[Dataset items]
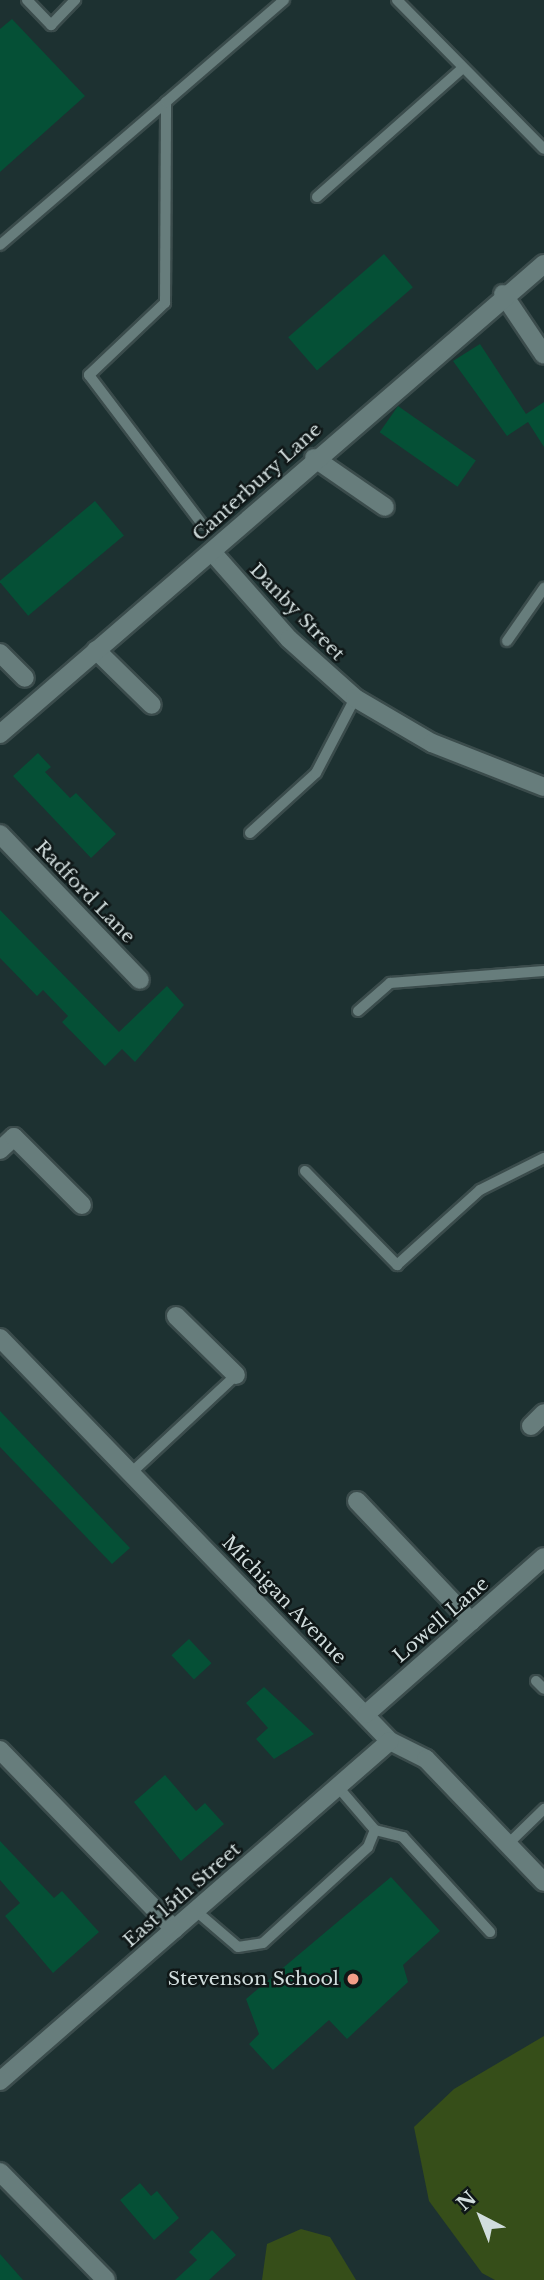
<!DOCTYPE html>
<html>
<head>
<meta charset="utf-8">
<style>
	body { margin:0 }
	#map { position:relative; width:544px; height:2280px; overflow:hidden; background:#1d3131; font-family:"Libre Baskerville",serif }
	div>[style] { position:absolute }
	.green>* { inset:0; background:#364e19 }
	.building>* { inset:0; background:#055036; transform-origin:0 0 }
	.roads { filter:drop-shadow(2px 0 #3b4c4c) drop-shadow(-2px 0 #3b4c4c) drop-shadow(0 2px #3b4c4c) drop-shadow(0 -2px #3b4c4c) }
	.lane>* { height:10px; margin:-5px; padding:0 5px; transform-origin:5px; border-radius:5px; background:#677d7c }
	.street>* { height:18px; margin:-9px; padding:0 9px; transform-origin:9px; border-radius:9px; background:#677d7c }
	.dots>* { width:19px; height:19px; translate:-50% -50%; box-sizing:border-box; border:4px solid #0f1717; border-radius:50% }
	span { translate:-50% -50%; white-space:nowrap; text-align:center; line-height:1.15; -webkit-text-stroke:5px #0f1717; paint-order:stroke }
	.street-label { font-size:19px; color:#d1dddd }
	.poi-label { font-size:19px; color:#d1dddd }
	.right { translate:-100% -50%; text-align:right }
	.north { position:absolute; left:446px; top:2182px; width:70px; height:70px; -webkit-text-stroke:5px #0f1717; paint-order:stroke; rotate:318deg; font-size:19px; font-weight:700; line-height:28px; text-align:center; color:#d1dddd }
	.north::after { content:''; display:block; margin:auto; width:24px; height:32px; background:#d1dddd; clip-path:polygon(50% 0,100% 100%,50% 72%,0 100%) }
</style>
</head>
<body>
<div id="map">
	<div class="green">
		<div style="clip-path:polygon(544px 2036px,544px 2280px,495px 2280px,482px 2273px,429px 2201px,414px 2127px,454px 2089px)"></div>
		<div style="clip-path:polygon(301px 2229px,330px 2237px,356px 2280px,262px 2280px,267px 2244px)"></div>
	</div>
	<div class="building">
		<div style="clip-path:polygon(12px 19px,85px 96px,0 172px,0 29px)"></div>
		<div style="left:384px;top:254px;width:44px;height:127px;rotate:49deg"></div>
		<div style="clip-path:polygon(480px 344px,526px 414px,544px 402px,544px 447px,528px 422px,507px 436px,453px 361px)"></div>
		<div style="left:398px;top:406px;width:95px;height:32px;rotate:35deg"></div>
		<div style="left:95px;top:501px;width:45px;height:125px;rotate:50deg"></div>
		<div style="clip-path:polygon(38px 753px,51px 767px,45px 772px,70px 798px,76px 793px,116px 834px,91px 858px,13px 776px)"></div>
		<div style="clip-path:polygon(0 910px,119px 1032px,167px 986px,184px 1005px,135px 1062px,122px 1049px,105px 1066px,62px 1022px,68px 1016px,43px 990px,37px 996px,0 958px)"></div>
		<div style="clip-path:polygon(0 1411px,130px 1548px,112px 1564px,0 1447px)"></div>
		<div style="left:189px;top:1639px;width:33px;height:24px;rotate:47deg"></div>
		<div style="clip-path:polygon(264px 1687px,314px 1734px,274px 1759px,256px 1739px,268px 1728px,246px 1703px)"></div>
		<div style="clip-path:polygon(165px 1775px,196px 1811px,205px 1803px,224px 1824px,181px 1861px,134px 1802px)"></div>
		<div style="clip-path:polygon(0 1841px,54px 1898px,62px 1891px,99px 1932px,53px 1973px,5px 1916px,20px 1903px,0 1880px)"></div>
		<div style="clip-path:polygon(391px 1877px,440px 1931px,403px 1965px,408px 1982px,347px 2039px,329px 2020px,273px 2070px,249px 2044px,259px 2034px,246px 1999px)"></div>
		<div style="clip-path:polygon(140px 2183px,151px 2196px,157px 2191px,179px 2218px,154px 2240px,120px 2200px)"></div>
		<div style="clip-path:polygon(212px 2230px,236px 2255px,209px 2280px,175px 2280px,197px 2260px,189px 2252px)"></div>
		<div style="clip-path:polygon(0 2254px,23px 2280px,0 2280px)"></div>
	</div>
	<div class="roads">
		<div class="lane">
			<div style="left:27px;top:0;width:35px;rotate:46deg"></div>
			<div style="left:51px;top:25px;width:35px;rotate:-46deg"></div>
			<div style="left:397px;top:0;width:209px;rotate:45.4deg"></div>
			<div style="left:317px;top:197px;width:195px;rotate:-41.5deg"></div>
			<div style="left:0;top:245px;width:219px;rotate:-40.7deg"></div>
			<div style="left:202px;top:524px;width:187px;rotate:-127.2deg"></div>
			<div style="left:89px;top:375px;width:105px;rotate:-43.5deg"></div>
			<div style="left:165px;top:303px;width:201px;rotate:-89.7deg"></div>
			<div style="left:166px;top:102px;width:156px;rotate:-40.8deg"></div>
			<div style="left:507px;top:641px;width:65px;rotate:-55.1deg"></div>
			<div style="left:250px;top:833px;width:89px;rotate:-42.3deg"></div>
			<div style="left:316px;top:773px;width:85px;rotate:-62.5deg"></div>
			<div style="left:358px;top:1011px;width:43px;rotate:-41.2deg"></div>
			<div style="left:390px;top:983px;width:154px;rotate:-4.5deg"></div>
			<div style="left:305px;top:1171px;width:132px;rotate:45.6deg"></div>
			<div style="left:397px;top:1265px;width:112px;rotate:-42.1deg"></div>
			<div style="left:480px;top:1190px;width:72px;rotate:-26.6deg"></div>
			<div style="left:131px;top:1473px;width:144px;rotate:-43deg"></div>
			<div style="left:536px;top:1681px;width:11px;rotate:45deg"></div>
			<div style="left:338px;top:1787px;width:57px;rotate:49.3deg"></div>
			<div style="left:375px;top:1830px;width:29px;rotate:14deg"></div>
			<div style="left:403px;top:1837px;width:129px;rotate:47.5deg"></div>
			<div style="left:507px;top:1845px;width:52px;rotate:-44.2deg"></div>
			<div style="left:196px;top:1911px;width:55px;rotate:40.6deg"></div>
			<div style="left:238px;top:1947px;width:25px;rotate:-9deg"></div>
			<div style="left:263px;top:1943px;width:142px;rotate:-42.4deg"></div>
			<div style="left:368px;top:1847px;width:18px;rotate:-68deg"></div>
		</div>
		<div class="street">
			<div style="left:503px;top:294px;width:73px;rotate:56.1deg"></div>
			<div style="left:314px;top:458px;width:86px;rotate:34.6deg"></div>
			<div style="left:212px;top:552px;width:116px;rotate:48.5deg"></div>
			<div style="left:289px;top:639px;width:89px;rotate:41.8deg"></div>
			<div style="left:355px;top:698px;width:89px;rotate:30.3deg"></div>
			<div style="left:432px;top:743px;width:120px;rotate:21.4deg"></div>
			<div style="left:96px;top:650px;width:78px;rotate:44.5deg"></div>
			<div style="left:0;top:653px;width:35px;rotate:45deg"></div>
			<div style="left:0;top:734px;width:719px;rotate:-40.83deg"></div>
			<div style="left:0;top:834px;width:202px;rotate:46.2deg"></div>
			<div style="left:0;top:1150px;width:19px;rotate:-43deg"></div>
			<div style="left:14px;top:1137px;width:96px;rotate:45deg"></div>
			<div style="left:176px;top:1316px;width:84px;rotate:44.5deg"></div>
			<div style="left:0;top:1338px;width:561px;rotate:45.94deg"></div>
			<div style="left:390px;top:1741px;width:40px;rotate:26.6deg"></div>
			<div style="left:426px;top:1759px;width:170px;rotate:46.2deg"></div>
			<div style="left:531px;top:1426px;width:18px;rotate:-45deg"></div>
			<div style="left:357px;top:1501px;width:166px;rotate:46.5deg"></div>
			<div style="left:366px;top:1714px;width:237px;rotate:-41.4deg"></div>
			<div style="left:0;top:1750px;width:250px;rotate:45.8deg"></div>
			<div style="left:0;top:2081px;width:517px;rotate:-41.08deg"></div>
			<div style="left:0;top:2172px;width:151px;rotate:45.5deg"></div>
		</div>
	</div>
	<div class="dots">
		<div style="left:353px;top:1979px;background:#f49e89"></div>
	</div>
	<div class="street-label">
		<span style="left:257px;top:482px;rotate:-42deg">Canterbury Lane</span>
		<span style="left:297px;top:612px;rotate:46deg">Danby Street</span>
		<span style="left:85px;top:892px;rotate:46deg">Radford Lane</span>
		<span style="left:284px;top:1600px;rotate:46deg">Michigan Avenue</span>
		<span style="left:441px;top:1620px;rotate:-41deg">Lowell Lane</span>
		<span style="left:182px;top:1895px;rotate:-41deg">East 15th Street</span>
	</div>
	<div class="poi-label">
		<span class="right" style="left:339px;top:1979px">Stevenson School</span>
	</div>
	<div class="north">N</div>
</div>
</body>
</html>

§ Work required: Check each line of the data above for the word "stroke" and state how many lines contain it, with no other text.

§ Exercise output: 2